Ama efsaneleşmiş bir yılan daha var Sevr mağarasında yıllarca Peygamber hasreti
çeken…
“Yeşilbaşlı gövel ördek/ Uçar gider göle
karşı/ Eğricesin tel tel etmiş/ Açar gider yâre karşı”… Türkü olup dolanmış
dile yeşilbaşlı gövel ördek. Sobanın başındaki minderde mırıldayan, sevildikçe
huzur veren, naz ederek miyavlayan bir kedi mi nankör Allah aşkına? Bir köpeğin
gözlerindeki hayâdan korkarım vallahi! Edebinden başını eğip gittiğinde
kendimden utanırım. “Aç köpek” derken bir garibe, kapıdaki hizmetkâra ya da bir
mafya fedaisine, nasıl dilleri varıyor ki?

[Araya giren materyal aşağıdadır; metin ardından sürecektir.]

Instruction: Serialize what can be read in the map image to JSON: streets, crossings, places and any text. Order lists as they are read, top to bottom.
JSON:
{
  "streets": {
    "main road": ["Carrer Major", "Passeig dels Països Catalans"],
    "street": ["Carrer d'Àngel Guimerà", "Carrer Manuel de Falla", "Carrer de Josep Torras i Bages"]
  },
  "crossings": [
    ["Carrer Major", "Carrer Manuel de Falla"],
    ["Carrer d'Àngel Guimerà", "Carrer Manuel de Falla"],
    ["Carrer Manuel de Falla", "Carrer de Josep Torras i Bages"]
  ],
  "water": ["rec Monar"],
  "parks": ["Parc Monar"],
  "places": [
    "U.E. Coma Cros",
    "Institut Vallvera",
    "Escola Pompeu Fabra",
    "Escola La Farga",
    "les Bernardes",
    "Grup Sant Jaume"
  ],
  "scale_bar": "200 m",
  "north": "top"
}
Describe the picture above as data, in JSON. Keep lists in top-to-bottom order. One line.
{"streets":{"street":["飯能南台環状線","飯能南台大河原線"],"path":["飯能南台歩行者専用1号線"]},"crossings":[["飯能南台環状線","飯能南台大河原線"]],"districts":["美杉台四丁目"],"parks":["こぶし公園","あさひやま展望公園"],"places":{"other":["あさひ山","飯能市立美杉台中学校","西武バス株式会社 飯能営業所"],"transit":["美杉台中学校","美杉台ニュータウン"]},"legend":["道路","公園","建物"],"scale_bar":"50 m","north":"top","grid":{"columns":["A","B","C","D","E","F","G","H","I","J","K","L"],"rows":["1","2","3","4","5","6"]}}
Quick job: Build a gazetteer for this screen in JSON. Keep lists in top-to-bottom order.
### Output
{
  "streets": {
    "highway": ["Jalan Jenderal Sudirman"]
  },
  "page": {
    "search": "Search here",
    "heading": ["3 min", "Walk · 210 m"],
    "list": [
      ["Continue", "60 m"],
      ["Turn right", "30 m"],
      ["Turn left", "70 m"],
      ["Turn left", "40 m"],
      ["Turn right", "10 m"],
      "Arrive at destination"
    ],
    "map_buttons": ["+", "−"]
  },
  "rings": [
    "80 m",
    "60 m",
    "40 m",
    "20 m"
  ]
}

Köpeğin, sahibine sadâkatinden başka
nesini gördüler ki küfürlerine onun adıyla başladılar?
“Yiğit at kendine kamçı vurdurmaz” derim
lâf yerini buldukça. Atın asaletini hatırlarım. Şahlandığında, koştuğunda,
kendine hayran bırakan atın ar duygusuna bakın ki, kamçı yememek için yorgunluk
belirtisi göstermiyor.
Annem
derdi “Kara davar yattığı yerden belli
olur” diye. Davarlar yatacağı yeri temizleyip yatarlarmış; kedi, köpek de
gözü rahatsız edecek şeylerden çekinirler, değil mi? Hayvanları aşağılarda
görenler için diyorum ki, “Edebin alt sınırı buysa, insanoğlunun edebi çok
yükseklerde olmalı”. Hâl böyle olunca, hayvanlardan öğrenecek pek çok şeye
muhtacız.
Koyunun
yavrusuna “kuzu” demişler. Koyun değilim ama merhamet ettiğim her çocuğa “Kuzum”
diyorum. “Ana kuzusu”, ne güzel bir tamlama öyle! Aklıma akşamüstü dağlardan
köye dönen koyunlarla kuzularının buluşması ve aç kuzuların analarını bulup
emmesi geldi.
Hani
dünyanın vefasızlığına içerleyince dilimizden dökülür bir cümle, “Aslanı kediye boğduran dünya!” diye ah
çekeriz. Oğlumuzla gurur duyduğumuzda “aslanım, koçum” diye severiz. Aslan
gücün, krallığın makâmına kurulmuştur çoktan. Ama öküzü tarlada çifte
koştuğumuz yetmez, her hakaretin içine süreriz. Bir acayip insanoğlu!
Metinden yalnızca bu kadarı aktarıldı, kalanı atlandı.